Internally, however, Facebook employees speak a different language. According to reports from Reveal News (link opens in a new window), one employee expressed concern because “it doesn’t necessarily look like real money to a minor”.
In addition, users who generate high revenues through game purchases are referred to as “whales”. The term comes from gambling jargon, where the term is used to refer to consistently (bordering on wasteful) high-stakes players. These players regularly bring the casinos high winnings.
However, the fact that some of the unwitting purchasers are minors with no (or only limited) legal capacity obviously was no cause for concern, at least outwardly – refunds were initially refused in all cases. After all, it is the parents’ responsibility to monitor their children’s activities. The original trial ended with a settlement.
In another case from 2015, a seven-year-old child played the game “Jurassic World” on his father’s iPad and made in-app purchases worth the equivalent of around 4500 euros via iTunes within just five days (link opens in a new window). The expenses only became apparent when the father tried to pay a supplier’s invoice and the payment was rejected due to an insufficient credit line.

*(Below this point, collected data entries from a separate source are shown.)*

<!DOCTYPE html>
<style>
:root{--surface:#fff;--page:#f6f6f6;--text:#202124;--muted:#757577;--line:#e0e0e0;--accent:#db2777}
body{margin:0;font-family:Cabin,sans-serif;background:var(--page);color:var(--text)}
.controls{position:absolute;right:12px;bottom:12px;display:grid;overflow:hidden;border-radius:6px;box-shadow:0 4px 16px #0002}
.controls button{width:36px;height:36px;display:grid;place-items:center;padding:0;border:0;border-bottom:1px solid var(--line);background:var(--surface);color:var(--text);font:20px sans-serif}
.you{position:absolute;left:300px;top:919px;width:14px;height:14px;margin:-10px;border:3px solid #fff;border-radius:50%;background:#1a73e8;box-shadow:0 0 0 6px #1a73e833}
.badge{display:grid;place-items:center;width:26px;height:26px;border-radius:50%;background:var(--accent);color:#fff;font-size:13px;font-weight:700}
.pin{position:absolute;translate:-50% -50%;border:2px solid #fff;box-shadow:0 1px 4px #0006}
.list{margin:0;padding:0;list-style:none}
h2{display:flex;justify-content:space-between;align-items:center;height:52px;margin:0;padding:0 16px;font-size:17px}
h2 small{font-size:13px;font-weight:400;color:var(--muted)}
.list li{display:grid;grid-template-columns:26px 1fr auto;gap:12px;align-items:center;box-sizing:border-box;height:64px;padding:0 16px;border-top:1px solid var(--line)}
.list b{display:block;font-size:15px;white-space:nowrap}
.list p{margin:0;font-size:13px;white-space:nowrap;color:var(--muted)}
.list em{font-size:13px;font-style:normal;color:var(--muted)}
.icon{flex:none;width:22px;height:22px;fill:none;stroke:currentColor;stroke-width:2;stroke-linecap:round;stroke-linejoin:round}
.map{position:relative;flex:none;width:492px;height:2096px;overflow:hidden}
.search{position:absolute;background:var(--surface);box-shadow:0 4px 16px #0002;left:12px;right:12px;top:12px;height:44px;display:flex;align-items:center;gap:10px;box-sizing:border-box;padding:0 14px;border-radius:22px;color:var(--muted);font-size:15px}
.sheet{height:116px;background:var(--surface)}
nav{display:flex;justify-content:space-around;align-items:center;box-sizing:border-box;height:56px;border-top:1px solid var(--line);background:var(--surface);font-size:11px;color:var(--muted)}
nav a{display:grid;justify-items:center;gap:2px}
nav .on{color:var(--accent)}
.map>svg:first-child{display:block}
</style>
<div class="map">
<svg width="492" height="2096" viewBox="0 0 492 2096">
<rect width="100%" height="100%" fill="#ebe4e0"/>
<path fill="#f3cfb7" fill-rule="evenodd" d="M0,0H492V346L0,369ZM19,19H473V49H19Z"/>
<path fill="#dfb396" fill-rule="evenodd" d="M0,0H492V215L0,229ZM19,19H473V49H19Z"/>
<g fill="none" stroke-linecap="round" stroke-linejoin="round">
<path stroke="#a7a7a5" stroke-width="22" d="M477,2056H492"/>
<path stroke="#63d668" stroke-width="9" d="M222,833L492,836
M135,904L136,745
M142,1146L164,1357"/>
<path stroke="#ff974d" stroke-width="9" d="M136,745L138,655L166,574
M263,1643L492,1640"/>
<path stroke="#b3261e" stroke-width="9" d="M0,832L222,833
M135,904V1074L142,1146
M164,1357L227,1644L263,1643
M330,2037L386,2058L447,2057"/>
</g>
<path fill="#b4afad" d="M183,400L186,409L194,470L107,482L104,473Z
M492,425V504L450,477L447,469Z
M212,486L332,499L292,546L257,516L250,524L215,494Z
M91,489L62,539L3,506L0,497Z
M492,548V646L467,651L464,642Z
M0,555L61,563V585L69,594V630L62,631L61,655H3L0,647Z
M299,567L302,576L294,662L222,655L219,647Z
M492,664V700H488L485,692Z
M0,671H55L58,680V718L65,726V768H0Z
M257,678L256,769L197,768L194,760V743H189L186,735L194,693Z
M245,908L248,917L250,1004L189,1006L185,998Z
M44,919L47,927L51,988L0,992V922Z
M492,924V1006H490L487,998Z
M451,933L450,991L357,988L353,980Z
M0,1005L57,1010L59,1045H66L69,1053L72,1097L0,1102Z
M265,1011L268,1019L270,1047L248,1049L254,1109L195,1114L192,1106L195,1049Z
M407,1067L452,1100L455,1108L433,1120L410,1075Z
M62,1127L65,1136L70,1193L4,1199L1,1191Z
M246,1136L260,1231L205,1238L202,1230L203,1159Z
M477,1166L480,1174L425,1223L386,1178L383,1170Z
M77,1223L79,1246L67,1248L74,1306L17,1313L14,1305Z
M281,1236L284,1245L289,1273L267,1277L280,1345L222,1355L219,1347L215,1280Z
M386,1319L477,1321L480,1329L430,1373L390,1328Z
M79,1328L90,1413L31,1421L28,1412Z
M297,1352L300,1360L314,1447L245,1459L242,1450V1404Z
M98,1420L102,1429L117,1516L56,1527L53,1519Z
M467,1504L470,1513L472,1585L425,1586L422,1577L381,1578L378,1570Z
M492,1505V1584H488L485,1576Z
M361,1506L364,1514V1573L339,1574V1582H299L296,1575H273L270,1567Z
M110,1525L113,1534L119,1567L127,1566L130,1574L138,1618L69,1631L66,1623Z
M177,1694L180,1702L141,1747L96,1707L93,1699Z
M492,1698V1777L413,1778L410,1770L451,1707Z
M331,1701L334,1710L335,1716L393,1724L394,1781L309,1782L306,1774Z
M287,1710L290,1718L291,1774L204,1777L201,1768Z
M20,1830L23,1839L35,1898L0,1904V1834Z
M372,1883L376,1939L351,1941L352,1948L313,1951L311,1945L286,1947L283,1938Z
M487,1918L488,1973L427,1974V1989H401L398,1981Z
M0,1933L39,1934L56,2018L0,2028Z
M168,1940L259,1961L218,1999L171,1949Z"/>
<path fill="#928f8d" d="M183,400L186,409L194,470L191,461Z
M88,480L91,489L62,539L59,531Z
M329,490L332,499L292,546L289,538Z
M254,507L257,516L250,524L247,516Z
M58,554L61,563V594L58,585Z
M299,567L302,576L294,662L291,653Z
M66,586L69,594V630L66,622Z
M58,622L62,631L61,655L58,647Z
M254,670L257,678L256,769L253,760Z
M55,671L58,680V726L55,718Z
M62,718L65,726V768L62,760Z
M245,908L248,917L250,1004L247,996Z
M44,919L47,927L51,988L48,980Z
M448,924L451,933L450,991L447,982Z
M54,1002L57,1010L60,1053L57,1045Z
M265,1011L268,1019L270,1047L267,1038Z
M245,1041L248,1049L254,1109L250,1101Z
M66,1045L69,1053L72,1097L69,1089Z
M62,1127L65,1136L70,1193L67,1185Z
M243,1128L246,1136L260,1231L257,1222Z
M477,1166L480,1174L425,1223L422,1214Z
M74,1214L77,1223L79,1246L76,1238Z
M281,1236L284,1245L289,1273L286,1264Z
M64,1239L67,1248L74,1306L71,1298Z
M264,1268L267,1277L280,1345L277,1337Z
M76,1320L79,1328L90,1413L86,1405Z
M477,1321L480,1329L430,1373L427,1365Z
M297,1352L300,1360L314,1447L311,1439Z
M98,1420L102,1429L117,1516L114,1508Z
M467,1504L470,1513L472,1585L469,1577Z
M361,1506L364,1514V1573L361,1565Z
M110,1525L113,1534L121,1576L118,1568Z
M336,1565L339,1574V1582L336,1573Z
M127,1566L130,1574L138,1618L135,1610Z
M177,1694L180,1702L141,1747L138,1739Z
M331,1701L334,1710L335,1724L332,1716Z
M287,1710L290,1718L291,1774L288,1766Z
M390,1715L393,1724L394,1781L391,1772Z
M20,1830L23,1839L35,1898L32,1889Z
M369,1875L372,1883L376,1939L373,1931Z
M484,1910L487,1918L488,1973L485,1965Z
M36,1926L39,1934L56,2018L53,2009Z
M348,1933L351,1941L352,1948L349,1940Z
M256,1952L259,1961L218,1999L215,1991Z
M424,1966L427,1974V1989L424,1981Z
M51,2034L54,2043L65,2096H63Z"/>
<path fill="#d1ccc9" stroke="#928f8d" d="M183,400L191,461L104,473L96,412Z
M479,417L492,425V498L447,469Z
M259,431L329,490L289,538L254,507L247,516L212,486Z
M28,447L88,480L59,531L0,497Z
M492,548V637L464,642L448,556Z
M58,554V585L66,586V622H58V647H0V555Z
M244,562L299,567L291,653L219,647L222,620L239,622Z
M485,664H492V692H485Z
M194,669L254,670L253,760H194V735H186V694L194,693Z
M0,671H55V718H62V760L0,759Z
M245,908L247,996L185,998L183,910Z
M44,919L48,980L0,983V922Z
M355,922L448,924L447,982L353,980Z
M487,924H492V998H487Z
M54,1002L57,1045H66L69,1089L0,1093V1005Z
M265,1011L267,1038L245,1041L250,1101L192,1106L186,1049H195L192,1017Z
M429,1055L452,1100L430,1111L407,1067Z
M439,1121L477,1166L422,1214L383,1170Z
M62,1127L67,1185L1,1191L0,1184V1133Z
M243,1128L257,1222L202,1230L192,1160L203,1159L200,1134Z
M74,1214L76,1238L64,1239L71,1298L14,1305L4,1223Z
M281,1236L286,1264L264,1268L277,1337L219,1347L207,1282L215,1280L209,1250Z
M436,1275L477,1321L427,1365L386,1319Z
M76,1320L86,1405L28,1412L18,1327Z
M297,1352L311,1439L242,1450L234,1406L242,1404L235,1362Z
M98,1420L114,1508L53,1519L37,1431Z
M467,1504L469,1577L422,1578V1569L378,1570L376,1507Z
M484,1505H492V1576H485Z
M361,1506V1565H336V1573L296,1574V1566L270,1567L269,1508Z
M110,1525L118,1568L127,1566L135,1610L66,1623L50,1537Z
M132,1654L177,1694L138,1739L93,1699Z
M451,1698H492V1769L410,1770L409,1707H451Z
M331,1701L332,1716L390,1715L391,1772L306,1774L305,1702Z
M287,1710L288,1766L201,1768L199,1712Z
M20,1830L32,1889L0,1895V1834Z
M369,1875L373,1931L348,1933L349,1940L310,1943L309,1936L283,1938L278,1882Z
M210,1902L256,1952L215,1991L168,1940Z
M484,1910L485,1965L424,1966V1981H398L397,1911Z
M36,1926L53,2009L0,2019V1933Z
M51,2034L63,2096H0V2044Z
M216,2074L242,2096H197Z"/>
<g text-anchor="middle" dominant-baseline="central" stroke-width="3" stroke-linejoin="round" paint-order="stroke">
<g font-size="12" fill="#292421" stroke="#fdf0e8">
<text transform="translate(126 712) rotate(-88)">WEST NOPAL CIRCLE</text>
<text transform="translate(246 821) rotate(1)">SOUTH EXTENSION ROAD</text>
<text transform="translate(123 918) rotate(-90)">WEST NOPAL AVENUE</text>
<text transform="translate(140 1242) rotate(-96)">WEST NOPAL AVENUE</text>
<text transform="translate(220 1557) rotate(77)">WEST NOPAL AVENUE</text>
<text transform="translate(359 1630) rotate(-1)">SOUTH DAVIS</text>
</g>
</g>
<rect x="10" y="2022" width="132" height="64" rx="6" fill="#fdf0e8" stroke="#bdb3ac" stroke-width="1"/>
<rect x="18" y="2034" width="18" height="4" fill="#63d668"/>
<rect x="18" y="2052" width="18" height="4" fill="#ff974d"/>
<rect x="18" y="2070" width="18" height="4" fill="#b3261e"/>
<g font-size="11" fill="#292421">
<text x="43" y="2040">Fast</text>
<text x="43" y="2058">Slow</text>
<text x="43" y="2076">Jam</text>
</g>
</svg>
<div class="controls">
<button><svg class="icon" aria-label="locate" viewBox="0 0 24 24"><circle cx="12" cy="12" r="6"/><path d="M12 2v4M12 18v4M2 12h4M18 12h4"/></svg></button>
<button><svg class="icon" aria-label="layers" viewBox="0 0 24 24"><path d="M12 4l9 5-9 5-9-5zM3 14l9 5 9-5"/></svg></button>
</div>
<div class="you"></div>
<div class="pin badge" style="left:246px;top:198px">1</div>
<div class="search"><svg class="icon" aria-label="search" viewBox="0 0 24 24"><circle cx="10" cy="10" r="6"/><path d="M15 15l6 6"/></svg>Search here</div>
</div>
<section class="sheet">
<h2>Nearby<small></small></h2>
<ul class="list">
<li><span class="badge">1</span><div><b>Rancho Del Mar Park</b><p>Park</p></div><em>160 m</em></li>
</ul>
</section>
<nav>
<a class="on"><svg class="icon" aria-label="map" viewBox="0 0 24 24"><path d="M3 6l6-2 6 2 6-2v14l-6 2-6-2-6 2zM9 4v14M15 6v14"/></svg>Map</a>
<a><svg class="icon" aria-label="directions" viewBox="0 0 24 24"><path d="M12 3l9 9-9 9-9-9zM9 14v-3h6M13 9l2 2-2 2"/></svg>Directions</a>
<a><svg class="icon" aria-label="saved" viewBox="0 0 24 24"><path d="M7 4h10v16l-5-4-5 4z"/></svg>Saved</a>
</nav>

There was a silver lining, however: Apple was accommodating in this case (after a long correspondence) and agreed to a refund. However, such cases are the exception from the rule.
Why a “free” game can quickly become expensive
Many of the so-called “Free to play” games are especially popular with younger players. “Free to play” means that it is free to play the game. However, in order to achieve better results faster within the game, certain game items are often necessary. These must then be bought for “real” money. Sometimes a certain game item, which can only be purchased and not earned, also gives a player a big advantage over other players. This is one of the reasons why critics cynically call this model “Pay to Win”.
No desire for nasty surprises?
- Check exactly which games your child is playing and whether inApp purchases are possible.
- When you install a new app, don’t let your child watch you enter your password. That may sound harsh, but in the above case, the son had memorized his father’s iTunes password and used it for in-app purchases.
- Don’t store credit card information on social media. If not otherwise possible, use prepaid cards. This is how you limit the damage in an emergency.
- Talk to your child about the topic and make him understand that game items cost “real” money – no matter how pretty and colorful the graphics may be.
- Check exactly which items appear on your credit card statement and also check for e-mails informing you about purchases and downloads. This way you can intervene early and minimize damage.